O índice Hang Seng HSI foi pressionado pelas ações de tecnologia, com a Tencent recuando 2,3%. As empresas de componentes de smartphones também despencaram, como a AAC, queda de 3,70%, e a Sunny Optical, queda de 7,3%. Os bancos também caíram, com HSBC abaixo 2% e o China Construction Bank, perda de 2,7%.

O índice Nikkei do Japão foi puxado pelas ações financeiras, com a seguradora Dai-Ichi Life perdendo 3,16% e o Nomura, queda de 3%.

Na Coreia do Sul, o Kospi também recuou com as ações da Samsung recuando 1,7%.

Indicadores

Na China, os dados do índice Caixin Composto – PMI (que abrangem tanto manufatura quanto serviços) apontaram para um aumento mais forte na atividade total de negócios em novembro. Notavelmente, o índice de produção composta subiu de uma baixa de 28 meses de 50,5 em outubro para 51,9 em novembro, para sinalizar uma modesta taxa de expansão.

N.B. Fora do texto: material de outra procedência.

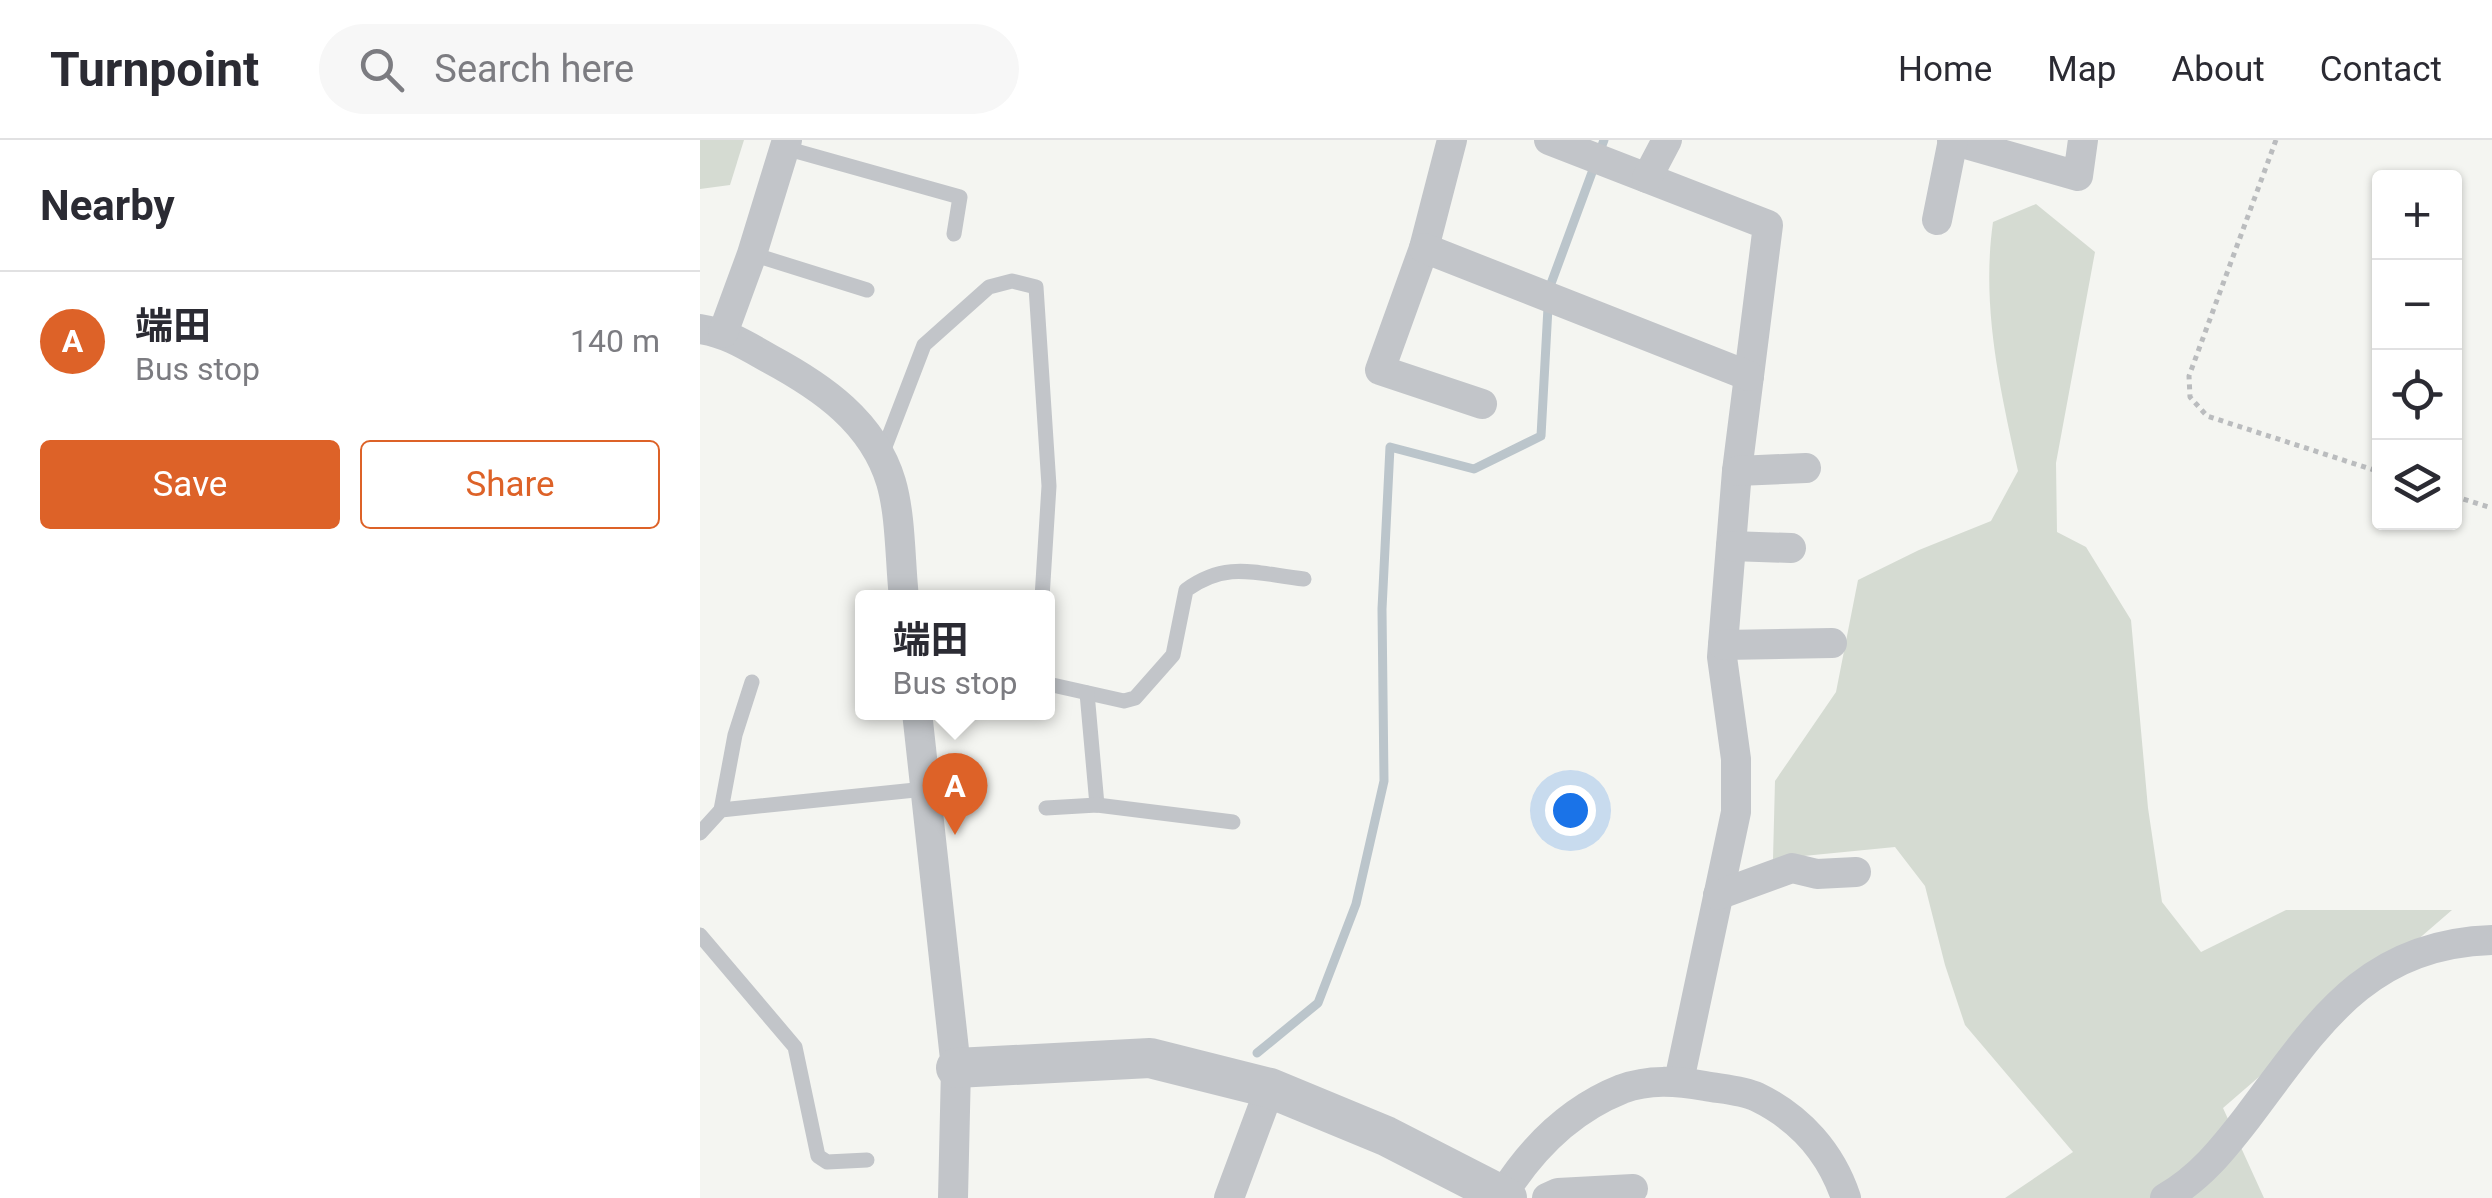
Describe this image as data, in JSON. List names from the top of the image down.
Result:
{
  "page": {
    "header": "Turnpoint",
    "search": "Search here",
    "nav": [
      "Home",
      "Map",
      "About",
      "Contact"
    ],
    "heading": "Nearby",
    "map_buttons": ["+", "−"],
    "list": [
      {
        "mark": "A",
        "name": "端田",
        "note": "Bus stop",
        "value": "140 m"
      }
    ],
    "buttons": ["Save", "Share"],
    "popup": ["端田", "Bus stop"],
    "pins": "A"
  }
}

O desempenho mais forte foi apoiado por uma recuperação da atividade em todo o setor de serviços, já que a produção industrial ficou estável pelo segundo mês consecutivo. O Índice de Atividade Empresarial de Serviços Gerais subiu de 50,8 para 53,8 em novembro, a partir do mínimo de 13 meses em outubro.

Na Austrália, o índice do Setor de Serviços – PSI – subiu 4,0 pontos, para 55,1 pontos (com ajuste sazonal), indicando um ritmo mais rápido de crescimento em novembro de 2018 em comparação com o mês anterior. O PSI australiano indicou expansão em cinco de seus nove setores em novembro (tendência). Houve resultados mistos nos setores de serviços voltados para os negócios. Os dados são do Governo da Austrália.

Na Austrália, o crescimento econômico desacelerou nos três meses até setembro, impulsionado por uma desaceleração nos gastos das famílias. Em 0,3%, o aumento do PIB real foi o mais fraco desde que a economia se contraiu no trimestre de setembro de 2016, vendo o crescimento ao longo do ano cair para apenas 2,8%.

Com o RBA prevendo que o crescimento do PIB será de 3,5%, em média neste ano e no próximo, o resultado lança dúvidas sobre se o próximo movimento nas taxas de juros oficiais provavelmente será maior, como o banco atualmente espera.